● Activity:
Every record must be copied exactly, except that pictures are dropped.

● Record extracts:
>>>
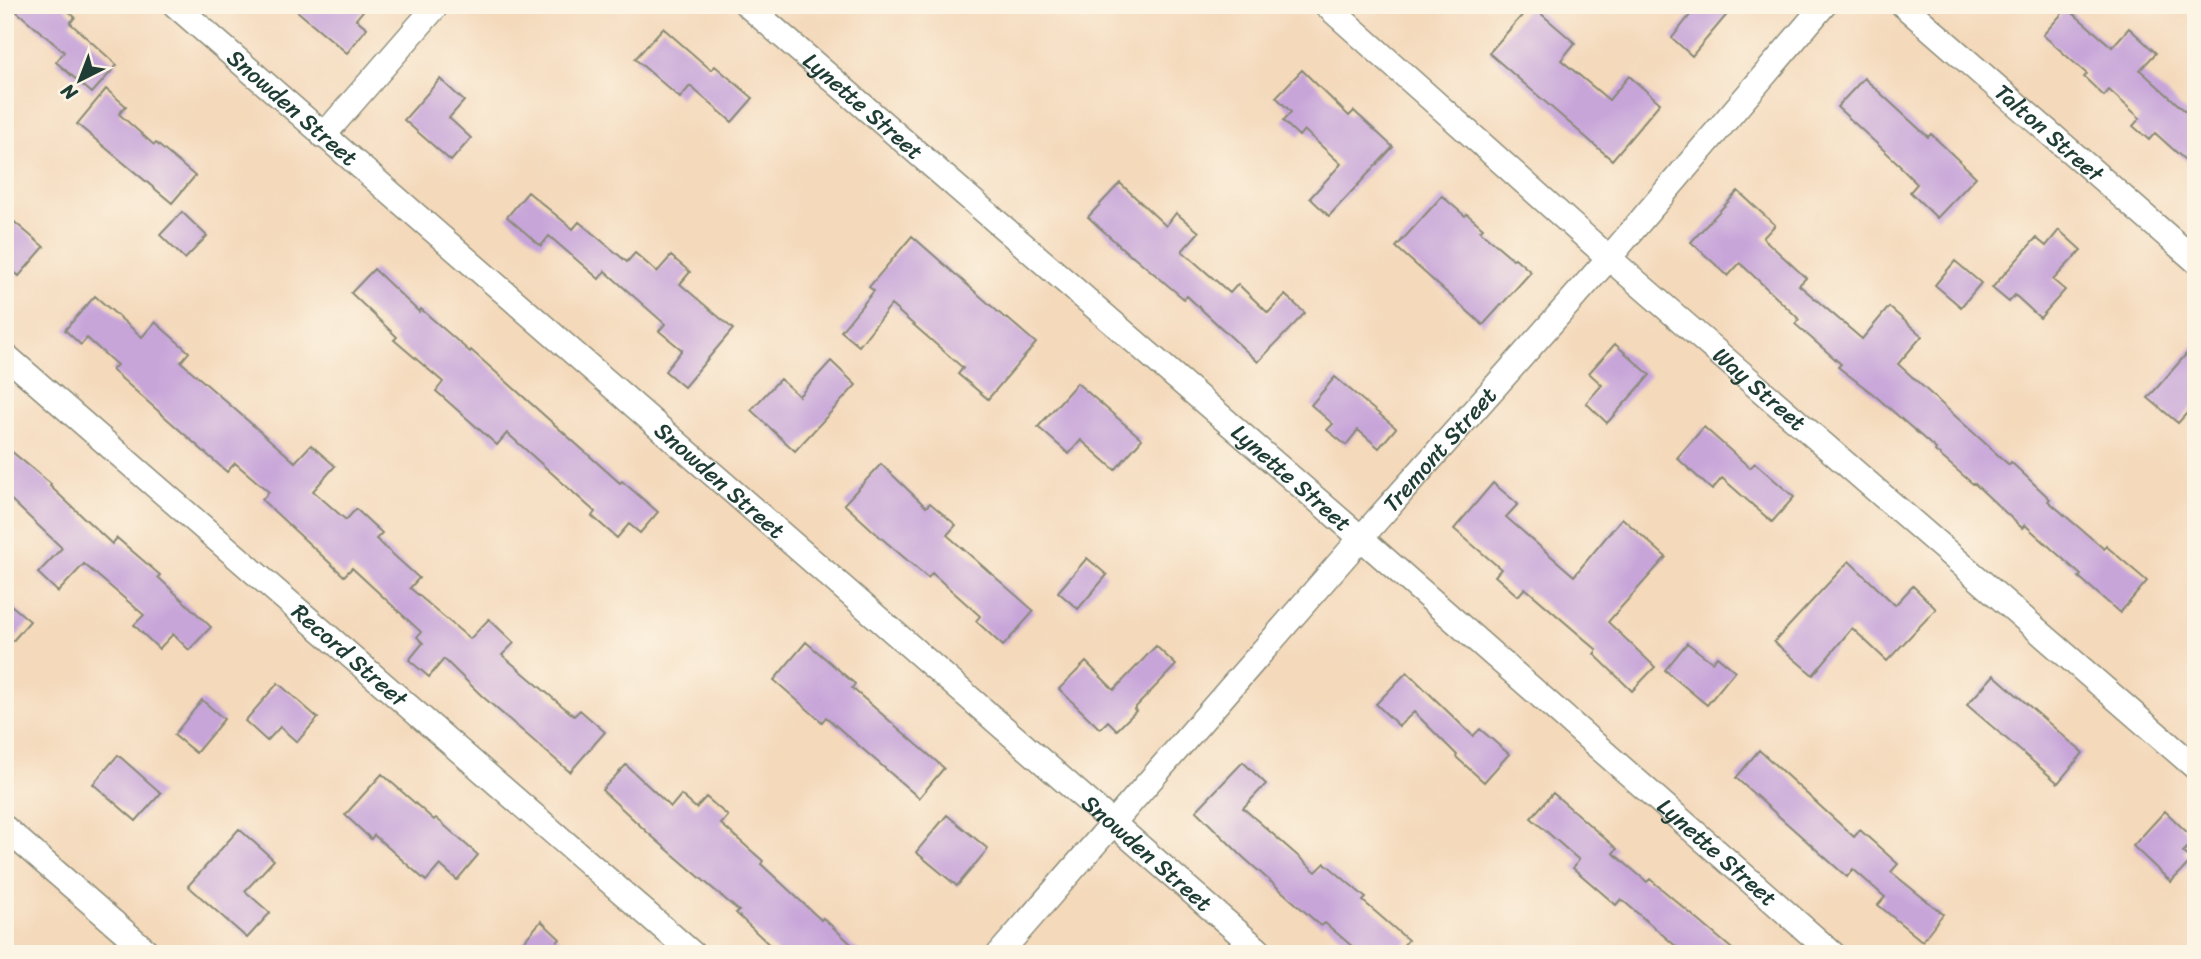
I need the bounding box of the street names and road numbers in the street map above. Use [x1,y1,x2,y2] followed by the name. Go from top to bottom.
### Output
[217,38,368,177] street label: Snowden Street
[793,41,933,171] street label: Lynette Street
[1985,73,2115,194] street label: Talton Street
[1703,336,1816,442] street label: Way Street
[1372,377,1507,522] street label: Tremont Street
[645,411,795,550] street label: Snowden Street
[1221,413,1361,542] street label: Lynette Street
[282,593,419,719] street label: Record Street
[1072,784,1222,922] street label: Snowden Street
[1648,787,1787,917] street label: Lynette Street

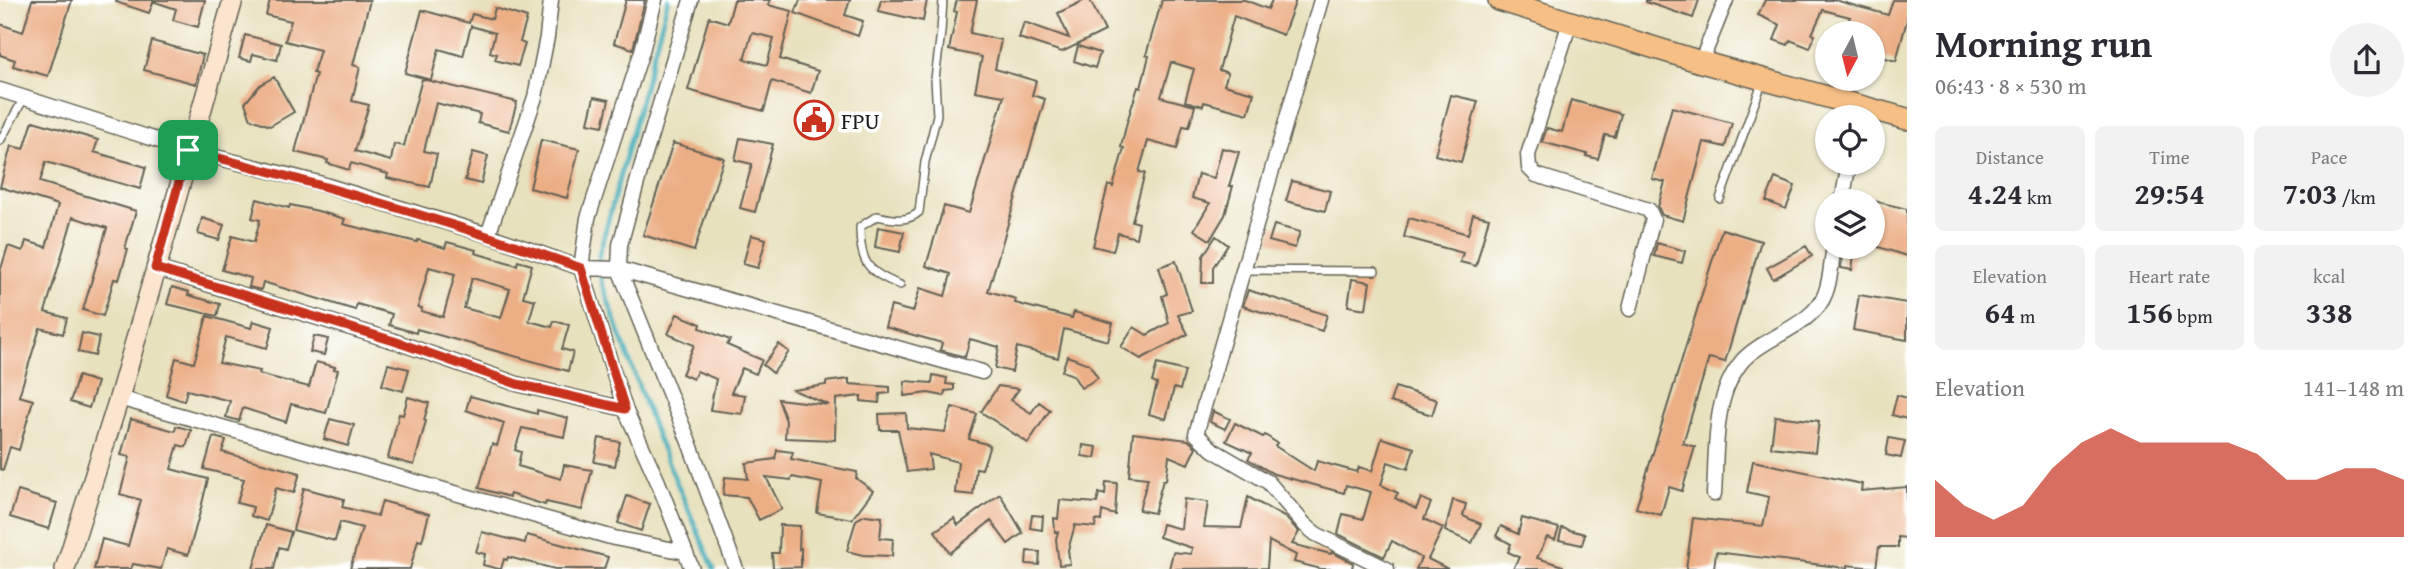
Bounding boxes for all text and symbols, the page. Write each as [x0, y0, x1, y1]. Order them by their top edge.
<<<
● Solution for this exercise:
I need the bounding box of the street names and road numbers in the street map above. Use [x1,y1,x2,y2] followed by the name. Go from top to bottom.
### Output
[217,38,368,177] street label: Snowden Street
[793,41,933,171] street label: Lynette Street
[1985,73,2115,194] street label: Talton Street
[1703,336,1816,442] street label: Way Street
[1372,377,1507,522] street label: Tremont Street
[645,411,795,550] street label: Snowden Street
[1221,413,1361,542] street label: Lynette Street
[282,593,419,719] street label: Record Street
[1072,784,1222,922] street label: Snowden Street
[1648,787,1787,917] street label: Lynette Street

Bounding boxes for all text and symbols, the page. Write each as [x0, y0, x1, y1]. Order them by their top edge.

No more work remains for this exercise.